*** Opening Material to process ***

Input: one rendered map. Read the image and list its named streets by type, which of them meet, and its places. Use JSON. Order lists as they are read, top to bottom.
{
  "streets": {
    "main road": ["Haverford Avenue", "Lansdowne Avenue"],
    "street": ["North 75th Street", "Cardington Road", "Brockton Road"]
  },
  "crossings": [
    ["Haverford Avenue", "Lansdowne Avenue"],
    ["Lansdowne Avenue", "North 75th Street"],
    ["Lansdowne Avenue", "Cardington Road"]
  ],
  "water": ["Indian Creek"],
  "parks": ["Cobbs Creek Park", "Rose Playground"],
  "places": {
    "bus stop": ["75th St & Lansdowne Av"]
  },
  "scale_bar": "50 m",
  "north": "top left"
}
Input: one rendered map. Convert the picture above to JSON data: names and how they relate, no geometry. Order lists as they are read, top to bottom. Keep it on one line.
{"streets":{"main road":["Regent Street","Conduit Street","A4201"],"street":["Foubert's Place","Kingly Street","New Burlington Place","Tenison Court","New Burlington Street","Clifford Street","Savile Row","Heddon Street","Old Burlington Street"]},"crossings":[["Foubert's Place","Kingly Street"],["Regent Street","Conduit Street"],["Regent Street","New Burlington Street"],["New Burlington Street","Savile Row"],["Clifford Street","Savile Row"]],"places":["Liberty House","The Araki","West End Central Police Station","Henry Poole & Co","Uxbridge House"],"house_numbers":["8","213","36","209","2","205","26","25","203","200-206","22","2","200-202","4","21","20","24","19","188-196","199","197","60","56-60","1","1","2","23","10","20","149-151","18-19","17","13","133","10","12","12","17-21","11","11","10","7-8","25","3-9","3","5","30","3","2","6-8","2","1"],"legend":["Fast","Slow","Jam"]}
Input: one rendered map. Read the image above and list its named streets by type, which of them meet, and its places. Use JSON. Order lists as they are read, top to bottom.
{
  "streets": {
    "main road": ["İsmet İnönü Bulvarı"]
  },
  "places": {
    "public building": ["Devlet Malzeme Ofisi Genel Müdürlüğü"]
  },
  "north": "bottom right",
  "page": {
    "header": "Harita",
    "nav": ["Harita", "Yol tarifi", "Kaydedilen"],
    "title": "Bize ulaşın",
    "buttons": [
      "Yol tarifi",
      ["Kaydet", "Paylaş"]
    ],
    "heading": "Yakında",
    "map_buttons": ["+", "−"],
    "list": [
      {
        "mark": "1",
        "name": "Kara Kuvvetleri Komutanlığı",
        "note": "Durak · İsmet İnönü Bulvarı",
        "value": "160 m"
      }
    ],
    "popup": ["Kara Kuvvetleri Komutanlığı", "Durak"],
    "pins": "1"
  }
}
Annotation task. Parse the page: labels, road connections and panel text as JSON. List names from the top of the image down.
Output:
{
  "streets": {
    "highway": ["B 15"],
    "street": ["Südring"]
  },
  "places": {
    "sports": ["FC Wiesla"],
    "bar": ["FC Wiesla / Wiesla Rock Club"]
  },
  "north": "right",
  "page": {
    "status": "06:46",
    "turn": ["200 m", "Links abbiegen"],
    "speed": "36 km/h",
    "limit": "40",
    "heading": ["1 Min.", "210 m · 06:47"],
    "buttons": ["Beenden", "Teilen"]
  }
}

*** Closing Material to process ***

Every entry must appear again in the answer, exactly as written.

Input: one rendered map. Read the image and list its named streets by type, which of them meet, and its places. Use JSON. Order lists as they are read, top to bottom.
{
  "streets": {
    "main road": ["Haverford Avenue", "Lansdowne Avenue"],
    "street": ["North 75th Street", "Cardington Road", "Brockton Road"]
  },
  "crossings": [
    ["Haverford Avenue", "Lansdowne Avenue"],
    ["Lansdowne Avenue", "North 75th Street"],
    ["Lansdowne Avenue", "Cardington Road"]
  ],
  "water": ["Indian Creek"],
  "parks": ["Cobbs Creek Park", "Rose Playground"],
  "places": {
    "bus stop": ["75th St & Lansdowne Av"]
  },
  "scale_bar": "50 m",
  "north": "top left"
}
Input: one rendered map. Convert the picture above to JSON data: names and how they relate, no geometry. Order lists as they are read, top to bottom. Keep it on one line.
{"streets":{"main road":["Regent Street","Conduit Street","A4201"],"street":["Foubert's Place","Kingly Street","New Burlington Place","Tenison Court","New Burlington Street","Clifford Street","Savile Row","Heddon Street","Old Burlington Street"]},"crossings":[["Foubert's Place","Kingly Street"],["Regent Street","Conduit Street"],["Regent Street","New Burlington Street"],["New Burlington Street","Savile Row"],["Clifford Street","Savile Row"]],"places":["Liberty House","The Araki","West End Central Police Station","Henry Poole & Co","Uxbridge House"],"house_numbers":["8","213","36","209","2","205","26","25","203","200-206","22","2","200-202","4","21","20","24","19","188-196","199","197","60","56-60","1","1","2","23","10","20","149-151","18-19","17","13","133","10","12","12","17-21","11","11","10","7-8","25","3-9","3","5","30","3","2","6-8","2","1"],"legend":["Fast","Slow","Jam"]}
Input: one rendered map. Read the image above and list its named streets by type, which of them meet, and its places. Use JSON. Order lists as they are read, top to bottom.
{
  "streets": {
    "main road": ["İsmet İnönü Bulvarı"]
  },
  "places": {
    "public building": ["Devlet Malzeme Ofisi Genel Müdürlüğü"]
  },
  "north": "bottom right",
  "page": {
    "header": "Harita",
    "nav": ["Harita", "Yol tarifi", "Kaydedilen"],
    "title": "Bize ulaşın",
    "buttons": [
      "Yol tarifi",
      ["Kaydet", "Paylaş"]
    ],
    "heading": "Yakında",
    "map_buttons": ["+", "−"],
    "list": [
      {
        "mark": "1",
        "name": "Kara Kuvvetleri Komutanlığı",
        "note": "Durak · İsmet İnönü Bulvarı",
        "value": "160 m"
      }
    ],
    "popup": ["Kara Kuvvetleri Komutanlığı", "Durak"],
    "pins": "1"
  }
}
Annotation task. Parse the page: labels, road connections and panel text as JSON. List names from the top of the image down.
Output:
{
  "streets": {
    "highway": ["B 15"],
    "street": ["Südring"]
  },
  "places": {
    "sports": ["FC Wiesla"],
    "bar": ["FC Wiesla / Wiesla Rock Club"]
  },
  "north": "right",
  "page": {
    "status": "06:46",
    "turn": ["200 m", "Links abbiegen"],
    "speed": "36 km/h",
    "limit": "40",
    "heading": ["1 Min.", "210 m · 06:47"],
    "buttons": ["Beenden", "Teilen"]
  }
}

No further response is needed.